Before I reached my apartment, I met Grunge, who was walking with a man I did not know, and whom he introduced as Horthal Wend. Horthal was a middle-aged man with a very kindly face, which certainly differentiated him from most of the other Kapars I had met.

They invited me into a drinking place and because I believed Grunge to be connected in some way with the Zabo, I accepted. Grunge had no visible means of support, yet he was always well supplied with money; and, for that reason, I suspected him of being either a member or a tool of the secret police. I felt that if I associated with men of this stamp and was always careful of what I said and did, only good reports of me could reach Gurrul. I also made it a point to try to never be alone with anyone—and never to whisper; there is nothing that makes a member of the Zabo more suspicious than a whisper.

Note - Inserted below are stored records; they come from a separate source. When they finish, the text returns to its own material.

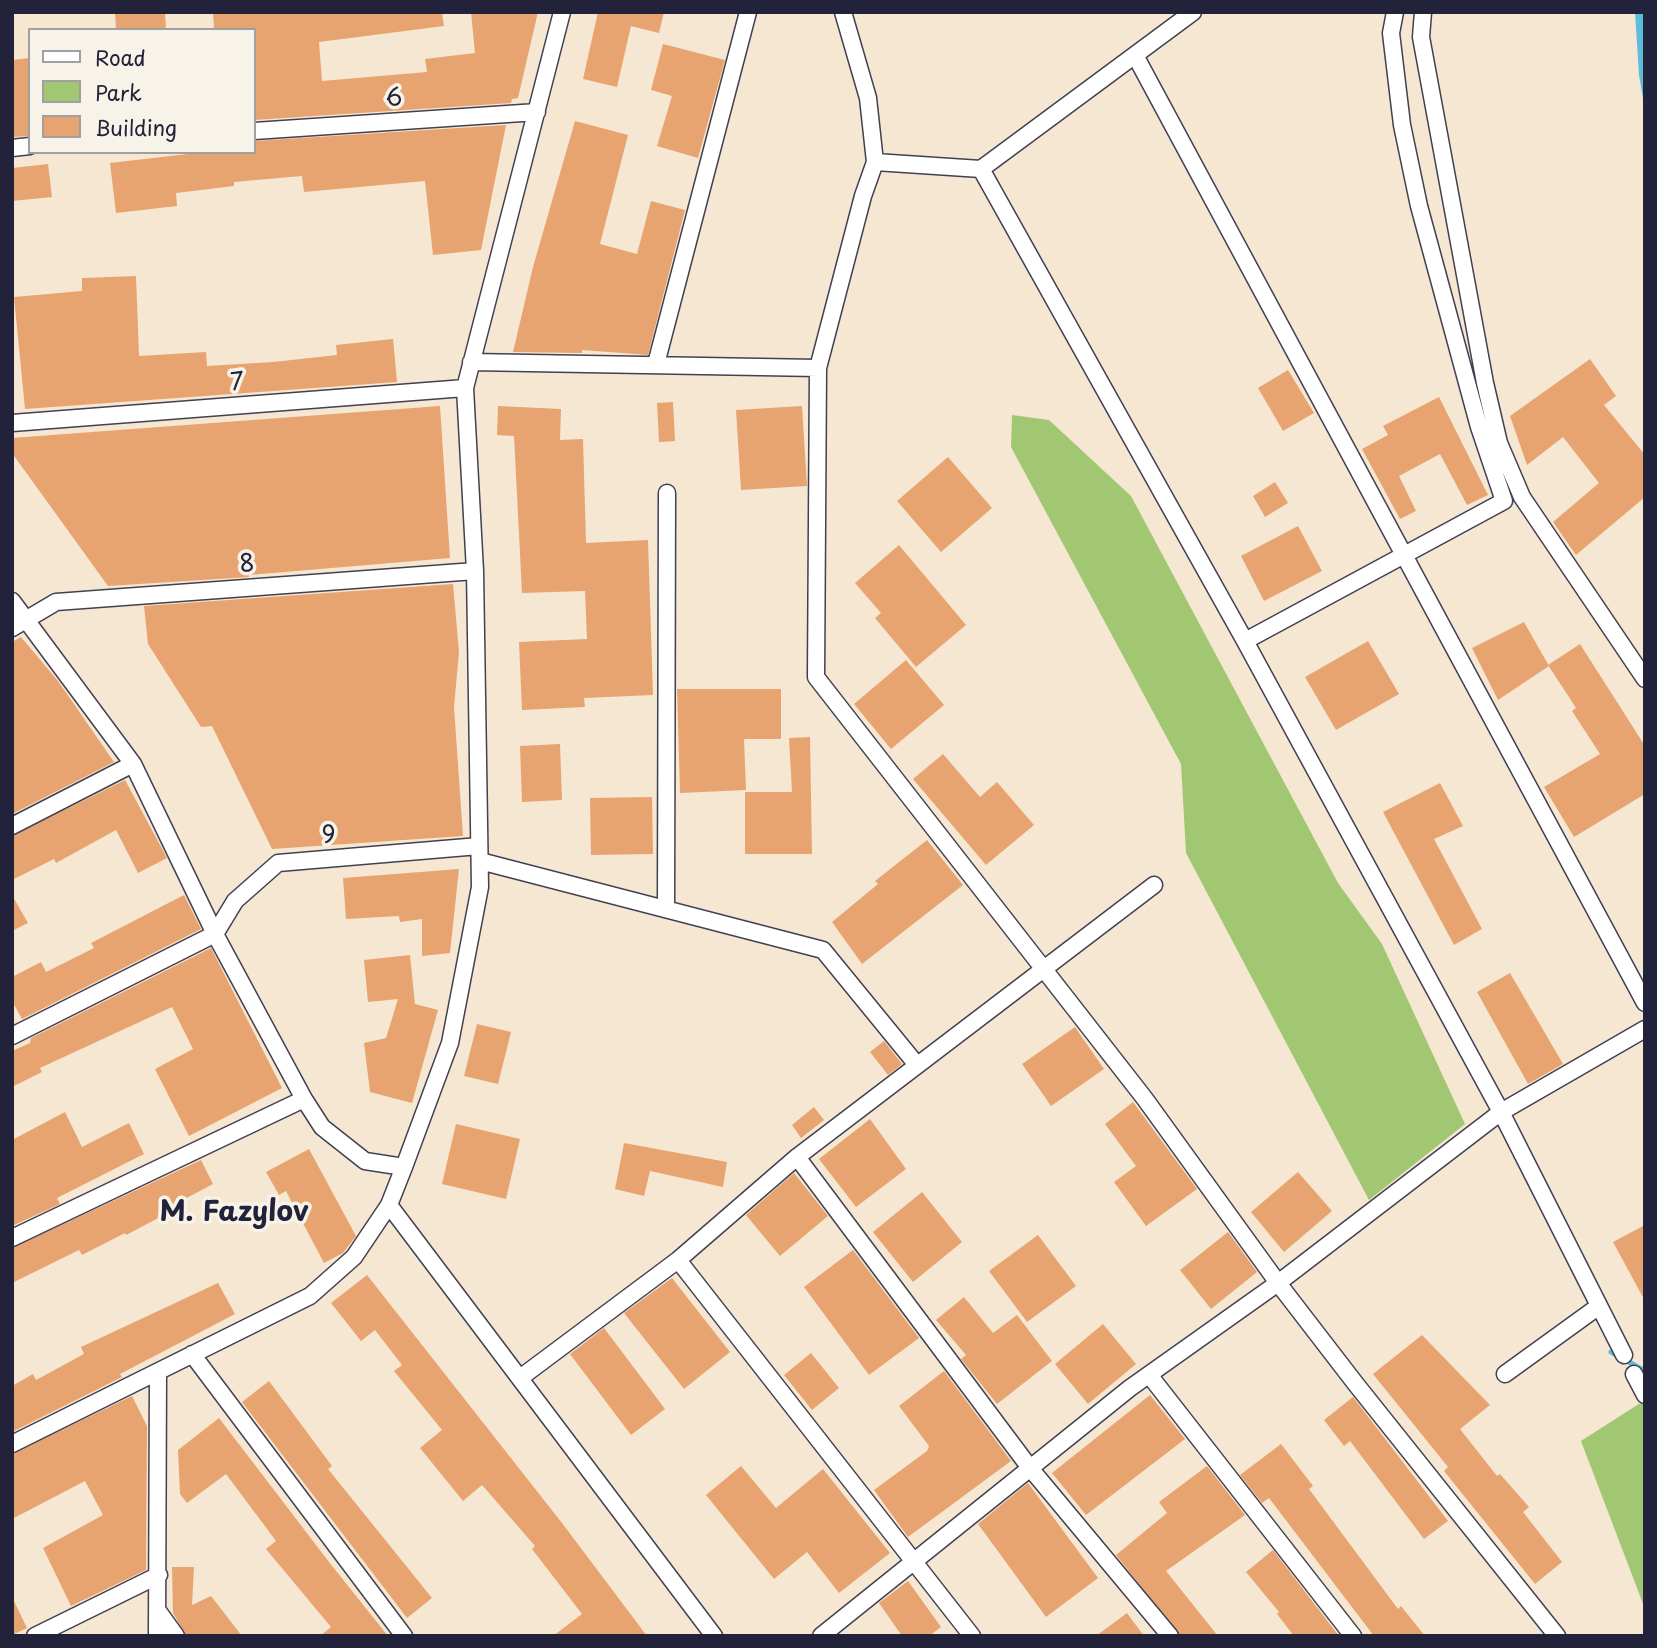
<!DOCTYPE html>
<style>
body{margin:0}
#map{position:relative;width:1657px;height:1648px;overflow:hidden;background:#f5e7d2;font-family:"Playpen Sans",sans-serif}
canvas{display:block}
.frame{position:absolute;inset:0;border:14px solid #22223b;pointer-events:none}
.legend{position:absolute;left:28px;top:28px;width:228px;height:126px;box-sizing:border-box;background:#f7f3e8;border:2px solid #a29fa3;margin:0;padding:9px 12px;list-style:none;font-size:21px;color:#22223b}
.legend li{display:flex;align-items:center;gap:14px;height:35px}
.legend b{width:35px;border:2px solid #a29fa3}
</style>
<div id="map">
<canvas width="1657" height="1648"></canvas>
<div class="frame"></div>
<ul class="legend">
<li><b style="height:9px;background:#fff"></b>Road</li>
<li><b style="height:19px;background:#a2c772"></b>Park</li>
<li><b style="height:19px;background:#e8a470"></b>Building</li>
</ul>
</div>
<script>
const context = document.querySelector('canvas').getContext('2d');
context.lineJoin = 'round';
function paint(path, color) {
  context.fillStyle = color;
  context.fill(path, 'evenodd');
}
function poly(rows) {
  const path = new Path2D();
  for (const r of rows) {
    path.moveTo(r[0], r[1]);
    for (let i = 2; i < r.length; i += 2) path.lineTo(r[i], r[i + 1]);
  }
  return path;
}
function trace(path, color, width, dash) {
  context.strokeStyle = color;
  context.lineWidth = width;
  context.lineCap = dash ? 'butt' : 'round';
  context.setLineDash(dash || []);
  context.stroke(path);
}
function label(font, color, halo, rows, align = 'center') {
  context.font = font + ' "Playpen Sans",sans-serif';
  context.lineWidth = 7;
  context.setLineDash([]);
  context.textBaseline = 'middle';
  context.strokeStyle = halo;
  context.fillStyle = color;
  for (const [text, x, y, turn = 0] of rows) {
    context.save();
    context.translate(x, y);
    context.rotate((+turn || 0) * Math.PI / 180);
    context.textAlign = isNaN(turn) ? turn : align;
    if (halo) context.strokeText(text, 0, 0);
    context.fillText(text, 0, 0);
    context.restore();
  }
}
paint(poly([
 [1012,415,1049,420,1131,496,1338,883,1382,944,1465,1124,1369,1200,1186,853,1181,764,1011,447],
 [1645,1400,1645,1609,1581,1441]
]), '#a2c772');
paint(poly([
 [1635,12,1645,12,1645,110,1639,75]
]), '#5cbcdb');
trace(poly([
 [1611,1352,1645,1371]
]), '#5cbcdb', 5);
paint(poly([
 [115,12,165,12,166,30,116,30],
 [213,12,442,12,444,26,319,42,322,81,427,72,425,59,475,53,471,12,538,12,518,98,512,99,511,103,254,120,254,30,214,30],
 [598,12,664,12,659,33,631,26,617,87,583,79],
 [663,44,725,60,698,158,657,146,672,96,651,90],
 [30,58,30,136,12,137,12,60],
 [575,121,628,135,600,244,637,254,651,201,685,210,648,355,582,350,582,353,513,352,533,267],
 [506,125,481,250,433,255,425,181,304,192,302,176,234,182,234,186,176,193,177,206,116,213,110,163,205,152,254,152,254,141],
 [48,164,52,197,12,201,12,168],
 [136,276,139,356,206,352,207,366,273,362,337,355,336,345,393,339,397,382,25,409,14,297,82,291,82,278],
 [1590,359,1616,396,1604,405,1645,455,1645,497,1576,555,1553,522,1599,483,1563,437,1527,465,1510,416],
 [1288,370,1314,413,1283,431,1258,388],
 [1439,397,1488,495,1467,505,1440,454,1399,476,1416,511,1400,519,1362,449,1388,435,1383,426],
 [673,402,675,441,659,442,657,403],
 [440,406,450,558,249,575,249,577,108,586,12,453,12,438],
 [498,406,561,409,560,440,583,439,586,543,648,540,653,695,584,698,585,707,522,710,519,642,587,639,585,591,522,593,514,436,497,435],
 [802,406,807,486,741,490,736,410],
 [948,457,992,508,941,552,897,501],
 [1275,482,1288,503,1265,517,1253,496],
 [1298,526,1322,571,1264,601,1241,556],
 [899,545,966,625,916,667,875,618,881,613,855,583],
 [453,584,459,652,454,707,463,836,272,849,212,726,201,727,148,644,144,606],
 [1524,622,1549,666,1498,700,1472,648],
 [21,637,58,681,114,762,12,814,12,642],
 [1368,641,1399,694,1336,730,1305,677],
 [1580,644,1645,746,1645,794,1574,837,1544,787,1600,754,1572,711,1576,708,1548,665],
 [906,660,944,705,891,749,854,704],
 [677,689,781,689,781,739,744,739,746,790,680,793],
 [810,737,812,854,745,854,745,792,792,792,789,738],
 [560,744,562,800,522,802,520,746],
 [943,754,980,797,997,782,1034,825,986,865,913,779],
 [125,780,167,858,138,873,116,830,56,863,54,859,12,880,12,836],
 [1440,783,1463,826,1434,839,1482,929,1454,945,1383,812],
 [652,797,653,854,591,855,590,798],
 [927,840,963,885,862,964,832,922,878,884,875,881],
 [459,869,450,953,422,956,422,919,400,922,399,916,346,919,343,878],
 [12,895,28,923,12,931],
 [184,895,201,929,22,1019,12,1001,12,977,41,962,46,972,94,948,91,943],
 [211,948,282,1088,189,1136,155,1069,193,1049,172,1007,40,1068,42,1072,12,1087,12,1051,30,1043,31,1038],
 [410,955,415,1004,438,1010,412,1103,370,1092,364,1043,386,1038,398,999,368,1002,364,960],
 [1510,973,1563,1064,1528,1084,1477,992],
 [477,1024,511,1032,498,1084,464,1076],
 [1075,1027,1104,1069,1051,1106,1022,1064],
 [884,1041,902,1064,888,1075,870,1052],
 [1133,1102,1197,1189,1146,1226,1114,1182,1136,1166,1105,1124],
 [814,1107,824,1120,801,1138,792,1125],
 [65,1112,82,1147,129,1123,144,1154,57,1198,60,1204,12,1226,12,1140],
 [870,1119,906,1169,856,1207,819,1159],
 [456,1124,520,1139,506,1199,442,1184],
 [624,1143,727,1162,723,1187,650,1171,644,1196,615,1189],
 [309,1149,356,1236,343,1253,324,1263,286,1191,279,1195,266,1172],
 [201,1160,213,1184,164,1210,166,1214,126,1235,125,1233,82,1255,79,1250,12,1283,12,1248],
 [1298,1172,1332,1211,1284,1252,1251,1212],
 [794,1173,828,1216,780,1256,746,1215],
 [922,1192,962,1242,913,1282,873,1232],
 [1645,1225,1645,1301,1613,1242],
 [1228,1232,1257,1272,1211,1309,1180,1270],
 [1038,1235,1076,1286,1027,1322,989,1271],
 [853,1250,919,1338,869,1375,804,1287],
 [367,1275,562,1523,647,1636,553,1636,582,1614,532,1549,535,1546,482,1485,463,1501,420,1448,442,1430,394,1371,402,1365,375,1330,361,1341,331,1303],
 [672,1278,730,1352,684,1389,624,1313],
 [218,1283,235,1314,120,1374,122,1377,12,1432,12,1386,33,1374,36,1380,84,1354,81,1347],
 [964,1297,993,1333,1017,1315,1052,1361,997,1404,961,1359,966,1355,936,1320],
 [1103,1324,1136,1364,1088,1404,1055,1364],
 [604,1328,665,1409,631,1435,570,1354],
 [1422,1335,1490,1405,1460,1429,1497,1476,1500,1474,1529,1507,1523,1512,1562,1562,1535,1584,1444,1471,1448,1467,1373,1374],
 [811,1353,839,1388,812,1410,784,1375],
 [944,1371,1011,1461,908,1537,874,1490,927,1451,929,1446,899,1406],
 [269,1381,332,1466,328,1469,432,1598,407,1618,242,1402],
 [1150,1395,1185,1439,1086,1515,1052,1473],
 [132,1396,147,1426,146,1570,71,1606,43,1548,103,1515,85,1481,12,1519,12,1454],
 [1353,1397,1448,1521,1424,1539,1350,1441,1344,1446,1324,1420],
 [219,1418,329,1562,388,1636,320,1636,331,1627,266,1549,276,1541,226,1474,187,1503,180,1494,178,1450],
 [1281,1444,1313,1486,1309,1489,1398,1609,1401,1606,1425,1636,1374,1636,1269,1498,1262,1503,1240,1475],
 [741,1466,776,1508,823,1469,890,1553,839,1593,807,1552,774,1579,706,1495],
 [1207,1466,1245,1515,1166,1571,1218,1636,1180,1636,1116,1555,1167,1513,1159,1502],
 [1028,1483,1098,1578,1046,1617,978,1524],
 [1273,1550,1339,1636,1294,1636,1277,1614,1279,1612,1246,1572],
 [172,1567,194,1567,192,1605,211,1596,242,1636,186,1636,173,1613],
 [908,1581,941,1627,929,1636,902,1636,879,1603],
 [12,1597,27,1628,12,1635],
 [1127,1613,1144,1636,1096,1636]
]), '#e8a470');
const minor = poly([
 [843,12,868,98,875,162,981,169,1245,641,1501,1112,1645,1029],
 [1423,12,1421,37,1485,383,1499,443,1522,497,1645,679],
 [1136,57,1645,1003],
 [254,131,537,112],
 [12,148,30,146],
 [875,162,863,196,818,368,816,677,1145,1099,1278,1283,1355,1383,1557,1636],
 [981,169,1193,12],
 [471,362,818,368],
 [656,364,748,12],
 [12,423,465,388],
 [12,601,133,764,215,934,304,1099,322,1127,365,1161,404,1167],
 [12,628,56,602,475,571],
 [1245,641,1504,501,1479,427,1419,206,1402,125,1391,33,1395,12],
 [12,826,133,764],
 [480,861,823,950,917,1065],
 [666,909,667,493],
 [12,1036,215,934,235,901,278,863,479,846],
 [797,1157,1030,1468,1170,1636],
 [389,1205,714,1636],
 [12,1238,304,1099],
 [678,1260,972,1636],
 [192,1354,404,1636],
 [1505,1374,1599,1306],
 [1634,1374,1645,1395],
 [1150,1376,1353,1636],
 [520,1378,678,1260,797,1157,1154,885],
 [12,1444,310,1296,354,1257,389,1205,404,1167,450,1043,480,887,475,571,465,388,562,12],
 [158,1611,176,1636],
 [35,1636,159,1575],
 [157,1636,158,1373],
 [821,1636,1130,1388,1278,1283,1501,1112,1624,1355]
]);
trace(minor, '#424052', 19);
trace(minor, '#fff', 16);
label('24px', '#22223b', '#f7f3e8', [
 ["6",394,99,-4],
 ["7",237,383,-4],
 ["8",247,565,-4],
 ["9",329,836,-5]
]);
label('bold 28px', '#22223b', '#f7f3e8', [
 ["M. Fazylov",234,1213]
]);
</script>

Grunge and Horthal Wend ordered wine. Grunge had to show a wine card in order to obtain it; and this strengthened my belief that he was connected with the Zabo, for only those who stand well with the government are issued wine cards.

When I ordered a non-alcoholic drink, Grunge urged me to take wine; but I refused, as I never drink anything of the sort when I have an important duty to fulfill.

Grunge seemed quite put out to think that I would not drink wine with him, and that convinced me that he had hoped that wine would loosen my tongue—a very moldy trick of secret police. I found Horthal Wend as kindly in manner as in appearance, and I took quite a liking to him. Before I left him, he had extracted a promise from me that I would come and see him and his woman and bring Morga Sagra with me.

Little did I dream then what the death of this kindly man would mean to me.